EXERCISE BRIEF:
Isolate every line in the data with the string "canvas" and copy it.

RECORDED INFORMATION:
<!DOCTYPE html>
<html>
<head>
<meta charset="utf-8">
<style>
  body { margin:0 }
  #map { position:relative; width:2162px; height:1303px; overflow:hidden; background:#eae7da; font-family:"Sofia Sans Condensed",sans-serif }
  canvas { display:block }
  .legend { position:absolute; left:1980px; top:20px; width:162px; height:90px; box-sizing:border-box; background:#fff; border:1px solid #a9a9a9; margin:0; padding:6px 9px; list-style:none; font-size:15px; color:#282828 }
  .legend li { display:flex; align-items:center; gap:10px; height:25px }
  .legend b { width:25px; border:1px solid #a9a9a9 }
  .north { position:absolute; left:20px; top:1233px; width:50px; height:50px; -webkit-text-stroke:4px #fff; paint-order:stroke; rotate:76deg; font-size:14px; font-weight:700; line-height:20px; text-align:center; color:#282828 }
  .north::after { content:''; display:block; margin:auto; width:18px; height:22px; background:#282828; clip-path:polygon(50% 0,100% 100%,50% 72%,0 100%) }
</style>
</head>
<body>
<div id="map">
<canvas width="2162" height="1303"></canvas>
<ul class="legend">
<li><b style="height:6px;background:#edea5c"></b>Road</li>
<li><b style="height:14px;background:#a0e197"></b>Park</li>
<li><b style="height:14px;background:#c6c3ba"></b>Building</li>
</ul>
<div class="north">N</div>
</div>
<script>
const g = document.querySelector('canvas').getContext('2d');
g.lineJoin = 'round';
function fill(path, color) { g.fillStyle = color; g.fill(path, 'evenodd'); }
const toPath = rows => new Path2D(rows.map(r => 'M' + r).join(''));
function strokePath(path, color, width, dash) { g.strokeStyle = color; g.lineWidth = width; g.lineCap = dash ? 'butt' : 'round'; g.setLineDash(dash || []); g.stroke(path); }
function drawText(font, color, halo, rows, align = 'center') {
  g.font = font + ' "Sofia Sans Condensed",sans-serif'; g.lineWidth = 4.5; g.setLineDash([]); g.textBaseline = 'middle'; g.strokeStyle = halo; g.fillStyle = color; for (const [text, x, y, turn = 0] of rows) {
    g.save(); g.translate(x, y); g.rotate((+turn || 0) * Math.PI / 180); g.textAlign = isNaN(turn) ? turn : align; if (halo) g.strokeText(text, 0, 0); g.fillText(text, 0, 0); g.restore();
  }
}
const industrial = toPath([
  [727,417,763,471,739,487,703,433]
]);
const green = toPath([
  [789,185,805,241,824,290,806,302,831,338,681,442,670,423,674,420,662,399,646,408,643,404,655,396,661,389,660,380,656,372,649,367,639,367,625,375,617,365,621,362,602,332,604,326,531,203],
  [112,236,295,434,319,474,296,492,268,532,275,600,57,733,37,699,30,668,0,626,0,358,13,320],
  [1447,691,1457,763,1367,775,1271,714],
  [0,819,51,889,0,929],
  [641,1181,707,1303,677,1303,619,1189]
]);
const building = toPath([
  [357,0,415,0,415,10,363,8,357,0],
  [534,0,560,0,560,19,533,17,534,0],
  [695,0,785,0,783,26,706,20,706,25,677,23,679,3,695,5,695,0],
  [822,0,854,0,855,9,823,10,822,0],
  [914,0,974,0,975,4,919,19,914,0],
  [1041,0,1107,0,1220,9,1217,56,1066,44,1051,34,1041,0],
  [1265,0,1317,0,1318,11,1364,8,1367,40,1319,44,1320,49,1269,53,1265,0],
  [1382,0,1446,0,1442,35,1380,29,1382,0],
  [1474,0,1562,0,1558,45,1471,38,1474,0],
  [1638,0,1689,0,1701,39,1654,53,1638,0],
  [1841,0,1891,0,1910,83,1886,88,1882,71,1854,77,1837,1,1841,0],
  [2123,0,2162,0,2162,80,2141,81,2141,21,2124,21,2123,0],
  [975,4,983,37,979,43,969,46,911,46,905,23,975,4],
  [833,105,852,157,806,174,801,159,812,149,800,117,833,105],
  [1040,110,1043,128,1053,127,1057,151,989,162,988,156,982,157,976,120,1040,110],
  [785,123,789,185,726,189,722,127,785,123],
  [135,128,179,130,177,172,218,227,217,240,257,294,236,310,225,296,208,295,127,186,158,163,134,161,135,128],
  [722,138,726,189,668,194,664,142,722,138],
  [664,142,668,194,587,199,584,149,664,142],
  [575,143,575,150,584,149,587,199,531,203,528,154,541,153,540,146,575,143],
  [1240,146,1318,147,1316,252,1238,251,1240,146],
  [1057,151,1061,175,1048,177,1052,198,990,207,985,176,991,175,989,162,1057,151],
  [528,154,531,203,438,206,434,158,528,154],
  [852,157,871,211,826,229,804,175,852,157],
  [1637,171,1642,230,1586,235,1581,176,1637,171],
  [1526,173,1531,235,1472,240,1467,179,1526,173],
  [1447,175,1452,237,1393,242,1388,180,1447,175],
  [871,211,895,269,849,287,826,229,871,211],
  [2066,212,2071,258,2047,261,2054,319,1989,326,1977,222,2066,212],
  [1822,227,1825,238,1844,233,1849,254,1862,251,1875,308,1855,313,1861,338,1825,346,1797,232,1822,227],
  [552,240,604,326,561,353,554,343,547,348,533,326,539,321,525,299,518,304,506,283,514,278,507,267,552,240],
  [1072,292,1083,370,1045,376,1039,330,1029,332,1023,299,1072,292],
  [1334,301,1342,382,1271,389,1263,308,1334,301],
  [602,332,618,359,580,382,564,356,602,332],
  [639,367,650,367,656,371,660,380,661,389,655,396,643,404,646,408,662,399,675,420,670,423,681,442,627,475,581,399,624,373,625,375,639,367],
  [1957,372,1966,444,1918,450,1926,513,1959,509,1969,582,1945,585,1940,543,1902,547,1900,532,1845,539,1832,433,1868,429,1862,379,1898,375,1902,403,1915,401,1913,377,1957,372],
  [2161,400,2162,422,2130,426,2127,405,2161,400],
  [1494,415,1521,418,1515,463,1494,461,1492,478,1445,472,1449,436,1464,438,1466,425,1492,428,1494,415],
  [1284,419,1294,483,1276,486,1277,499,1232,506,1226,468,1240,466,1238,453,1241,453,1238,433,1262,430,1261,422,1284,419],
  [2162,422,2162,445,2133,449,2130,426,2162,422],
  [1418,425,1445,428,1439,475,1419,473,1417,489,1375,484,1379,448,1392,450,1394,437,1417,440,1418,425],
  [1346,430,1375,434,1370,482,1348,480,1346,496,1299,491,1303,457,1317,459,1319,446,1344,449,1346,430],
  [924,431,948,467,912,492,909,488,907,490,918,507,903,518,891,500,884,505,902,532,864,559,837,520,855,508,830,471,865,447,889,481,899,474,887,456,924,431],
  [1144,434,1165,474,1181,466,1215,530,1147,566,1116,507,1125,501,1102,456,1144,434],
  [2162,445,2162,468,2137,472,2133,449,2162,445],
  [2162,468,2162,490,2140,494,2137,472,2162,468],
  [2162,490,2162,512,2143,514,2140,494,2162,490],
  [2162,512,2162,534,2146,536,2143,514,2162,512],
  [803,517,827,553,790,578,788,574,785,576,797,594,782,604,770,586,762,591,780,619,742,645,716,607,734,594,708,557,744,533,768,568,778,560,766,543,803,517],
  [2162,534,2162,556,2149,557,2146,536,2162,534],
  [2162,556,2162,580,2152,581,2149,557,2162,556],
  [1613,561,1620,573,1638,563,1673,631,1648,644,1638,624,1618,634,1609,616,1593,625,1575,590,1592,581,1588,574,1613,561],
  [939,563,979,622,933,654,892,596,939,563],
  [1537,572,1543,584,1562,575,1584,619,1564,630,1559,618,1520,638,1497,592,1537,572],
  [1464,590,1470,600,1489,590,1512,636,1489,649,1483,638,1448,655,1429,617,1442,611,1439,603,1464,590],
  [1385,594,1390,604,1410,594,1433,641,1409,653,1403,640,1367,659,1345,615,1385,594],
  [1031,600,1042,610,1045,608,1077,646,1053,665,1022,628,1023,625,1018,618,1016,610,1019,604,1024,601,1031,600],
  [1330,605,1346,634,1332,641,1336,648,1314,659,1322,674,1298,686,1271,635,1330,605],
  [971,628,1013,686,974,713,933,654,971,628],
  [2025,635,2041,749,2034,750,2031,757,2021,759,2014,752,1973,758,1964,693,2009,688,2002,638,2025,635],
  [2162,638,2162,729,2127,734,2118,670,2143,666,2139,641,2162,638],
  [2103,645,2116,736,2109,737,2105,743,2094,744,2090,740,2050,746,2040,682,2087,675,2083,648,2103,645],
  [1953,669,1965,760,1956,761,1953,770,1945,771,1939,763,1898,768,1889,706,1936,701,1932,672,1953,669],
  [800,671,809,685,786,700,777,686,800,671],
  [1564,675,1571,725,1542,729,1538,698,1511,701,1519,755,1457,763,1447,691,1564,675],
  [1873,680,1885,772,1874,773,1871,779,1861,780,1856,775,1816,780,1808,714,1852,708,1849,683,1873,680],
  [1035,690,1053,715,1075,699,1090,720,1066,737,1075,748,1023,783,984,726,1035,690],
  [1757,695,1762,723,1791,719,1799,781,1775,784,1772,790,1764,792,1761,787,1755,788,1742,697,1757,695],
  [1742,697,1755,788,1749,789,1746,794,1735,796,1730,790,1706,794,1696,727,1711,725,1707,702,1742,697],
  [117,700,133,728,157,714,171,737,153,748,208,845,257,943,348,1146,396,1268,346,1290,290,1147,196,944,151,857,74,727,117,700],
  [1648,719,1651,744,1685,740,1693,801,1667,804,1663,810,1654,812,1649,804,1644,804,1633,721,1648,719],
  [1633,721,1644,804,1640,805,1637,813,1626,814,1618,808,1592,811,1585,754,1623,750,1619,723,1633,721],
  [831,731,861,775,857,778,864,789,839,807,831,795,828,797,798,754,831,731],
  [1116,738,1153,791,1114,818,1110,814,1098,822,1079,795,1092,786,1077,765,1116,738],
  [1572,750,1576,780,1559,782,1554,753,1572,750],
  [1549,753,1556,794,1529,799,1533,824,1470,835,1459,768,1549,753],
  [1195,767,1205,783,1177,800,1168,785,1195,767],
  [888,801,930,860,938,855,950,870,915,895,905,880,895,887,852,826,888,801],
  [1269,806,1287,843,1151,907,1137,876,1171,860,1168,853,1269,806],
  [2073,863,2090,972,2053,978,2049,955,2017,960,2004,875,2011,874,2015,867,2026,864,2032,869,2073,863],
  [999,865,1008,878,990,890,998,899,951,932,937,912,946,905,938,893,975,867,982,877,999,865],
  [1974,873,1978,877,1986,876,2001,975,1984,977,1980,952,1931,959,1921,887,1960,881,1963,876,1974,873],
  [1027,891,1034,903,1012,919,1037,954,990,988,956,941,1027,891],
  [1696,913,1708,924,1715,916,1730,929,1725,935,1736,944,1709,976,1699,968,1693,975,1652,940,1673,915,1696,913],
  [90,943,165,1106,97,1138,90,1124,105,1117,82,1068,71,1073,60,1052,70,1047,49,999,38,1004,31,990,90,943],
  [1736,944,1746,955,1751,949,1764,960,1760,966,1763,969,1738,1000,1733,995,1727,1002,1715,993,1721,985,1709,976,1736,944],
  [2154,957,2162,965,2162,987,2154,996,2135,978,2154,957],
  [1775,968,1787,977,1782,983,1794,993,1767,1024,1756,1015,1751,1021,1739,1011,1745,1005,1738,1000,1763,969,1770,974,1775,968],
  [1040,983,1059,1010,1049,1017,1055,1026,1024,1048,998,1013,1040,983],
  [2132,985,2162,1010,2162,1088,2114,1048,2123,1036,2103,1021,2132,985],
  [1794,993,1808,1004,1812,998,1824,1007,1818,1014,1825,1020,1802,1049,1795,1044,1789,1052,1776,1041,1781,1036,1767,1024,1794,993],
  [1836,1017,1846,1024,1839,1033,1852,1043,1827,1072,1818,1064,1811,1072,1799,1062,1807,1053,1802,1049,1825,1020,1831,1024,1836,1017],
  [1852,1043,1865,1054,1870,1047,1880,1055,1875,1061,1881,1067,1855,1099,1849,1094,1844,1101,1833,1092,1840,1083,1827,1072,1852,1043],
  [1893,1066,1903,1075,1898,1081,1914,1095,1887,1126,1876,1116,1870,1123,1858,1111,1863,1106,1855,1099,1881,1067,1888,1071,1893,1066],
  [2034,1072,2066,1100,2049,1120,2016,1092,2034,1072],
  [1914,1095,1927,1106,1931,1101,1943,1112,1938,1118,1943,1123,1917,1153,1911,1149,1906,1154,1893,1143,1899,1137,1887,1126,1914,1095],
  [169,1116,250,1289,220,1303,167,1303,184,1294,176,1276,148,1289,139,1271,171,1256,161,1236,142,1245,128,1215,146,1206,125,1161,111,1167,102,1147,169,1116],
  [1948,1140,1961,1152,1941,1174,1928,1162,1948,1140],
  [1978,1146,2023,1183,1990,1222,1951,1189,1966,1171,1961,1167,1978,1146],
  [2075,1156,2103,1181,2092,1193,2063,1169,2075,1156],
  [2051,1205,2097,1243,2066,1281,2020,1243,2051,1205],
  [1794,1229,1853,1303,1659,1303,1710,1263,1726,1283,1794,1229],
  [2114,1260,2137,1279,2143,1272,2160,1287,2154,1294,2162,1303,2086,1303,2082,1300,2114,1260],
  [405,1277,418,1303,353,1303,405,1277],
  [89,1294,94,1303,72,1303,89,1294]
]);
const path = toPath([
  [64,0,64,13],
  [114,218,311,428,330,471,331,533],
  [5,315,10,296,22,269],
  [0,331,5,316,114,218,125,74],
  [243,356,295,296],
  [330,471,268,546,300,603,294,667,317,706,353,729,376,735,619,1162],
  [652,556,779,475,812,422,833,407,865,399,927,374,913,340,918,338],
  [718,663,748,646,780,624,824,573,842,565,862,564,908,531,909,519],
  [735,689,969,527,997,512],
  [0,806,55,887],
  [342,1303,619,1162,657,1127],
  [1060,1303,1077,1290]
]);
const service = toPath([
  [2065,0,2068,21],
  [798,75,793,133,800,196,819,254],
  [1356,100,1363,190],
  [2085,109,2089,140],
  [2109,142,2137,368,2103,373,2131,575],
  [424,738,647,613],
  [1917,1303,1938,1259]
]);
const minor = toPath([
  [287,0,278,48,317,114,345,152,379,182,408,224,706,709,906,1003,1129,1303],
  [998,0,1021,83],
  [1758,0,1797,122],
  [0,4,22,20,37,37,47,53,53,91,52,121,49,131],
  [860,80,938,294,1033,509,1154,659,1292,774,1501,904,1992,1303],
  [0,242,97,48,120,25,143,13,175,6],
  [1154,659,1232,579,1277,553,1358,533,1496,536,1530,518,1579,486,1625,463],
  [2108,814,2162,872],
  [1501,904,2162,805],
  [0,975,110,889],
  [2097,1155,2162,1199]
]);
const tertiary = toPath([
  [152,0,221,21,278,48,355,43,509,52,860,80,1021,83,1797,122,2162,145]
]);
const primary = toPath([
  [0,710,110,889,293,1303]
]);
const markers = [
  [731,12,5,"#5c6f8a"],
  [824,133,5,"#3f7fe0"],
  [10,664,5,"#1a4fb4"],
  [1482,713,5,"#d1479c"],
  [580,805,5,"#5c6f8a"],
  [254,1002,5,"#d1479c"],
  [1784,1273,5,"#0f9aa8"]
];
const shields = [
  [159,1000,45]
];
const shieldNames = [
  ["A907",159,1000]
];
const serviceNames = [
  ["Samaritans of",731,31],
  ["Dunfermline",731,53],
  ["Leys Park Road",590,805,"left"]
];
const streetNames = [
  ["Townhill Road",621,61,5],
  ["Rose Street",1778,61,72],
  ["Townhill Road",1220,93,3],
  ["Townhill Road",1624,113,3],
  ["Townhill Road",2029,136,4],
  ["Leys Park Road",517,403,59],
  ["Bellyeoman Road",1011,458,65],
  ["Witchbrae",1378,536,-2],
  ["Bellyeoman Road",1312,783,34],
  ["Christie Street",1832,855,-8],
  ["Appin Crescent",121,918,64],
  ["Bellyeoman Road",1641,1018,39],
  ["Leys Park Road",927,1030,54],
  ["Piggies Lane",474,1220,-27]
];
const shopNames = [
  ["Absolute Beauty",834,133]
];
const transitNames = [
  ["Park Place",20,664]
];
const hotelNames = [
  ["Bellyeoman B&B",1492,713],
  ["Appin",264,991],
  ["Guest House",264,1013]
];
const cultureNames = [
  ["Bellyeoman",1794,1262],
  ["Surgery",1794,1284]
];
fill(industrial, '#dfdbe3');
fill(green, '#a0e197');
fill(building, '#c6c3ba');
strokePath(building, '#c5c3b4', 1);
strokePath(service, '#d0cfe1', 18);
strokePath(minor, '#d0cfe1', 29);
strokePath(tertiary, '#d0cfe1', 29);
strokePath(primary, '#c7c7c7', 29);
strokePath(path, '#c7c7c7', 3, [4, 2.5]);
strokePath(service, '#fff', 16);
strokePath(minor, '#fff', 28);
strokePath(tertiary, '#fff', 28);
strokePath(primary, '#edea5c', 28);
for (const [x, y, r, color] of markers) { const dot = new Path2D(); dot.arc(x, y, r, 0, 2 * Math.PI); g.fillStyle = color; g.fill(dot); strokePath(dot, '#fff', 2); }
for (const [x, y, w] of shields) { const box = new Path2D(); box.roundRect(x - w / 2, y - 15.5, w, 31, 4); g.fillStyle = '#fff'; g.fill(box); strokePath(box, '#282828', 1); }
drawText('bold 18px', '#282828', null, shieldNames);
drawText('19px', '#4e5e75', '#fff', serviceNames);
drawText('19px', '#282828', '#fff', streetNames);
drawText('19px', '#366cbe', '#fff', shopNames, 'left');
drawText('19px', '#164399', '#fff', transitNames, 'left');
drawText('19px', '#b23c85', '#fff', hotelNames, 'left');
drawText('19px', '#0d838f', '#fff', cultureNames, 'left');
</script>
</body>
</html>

WRITTEN ANSWER:
  canvas { display:block }
<canvas width="2162" height="1303"></canvas>
const g = document.querySelector('canvas').getContext('2d');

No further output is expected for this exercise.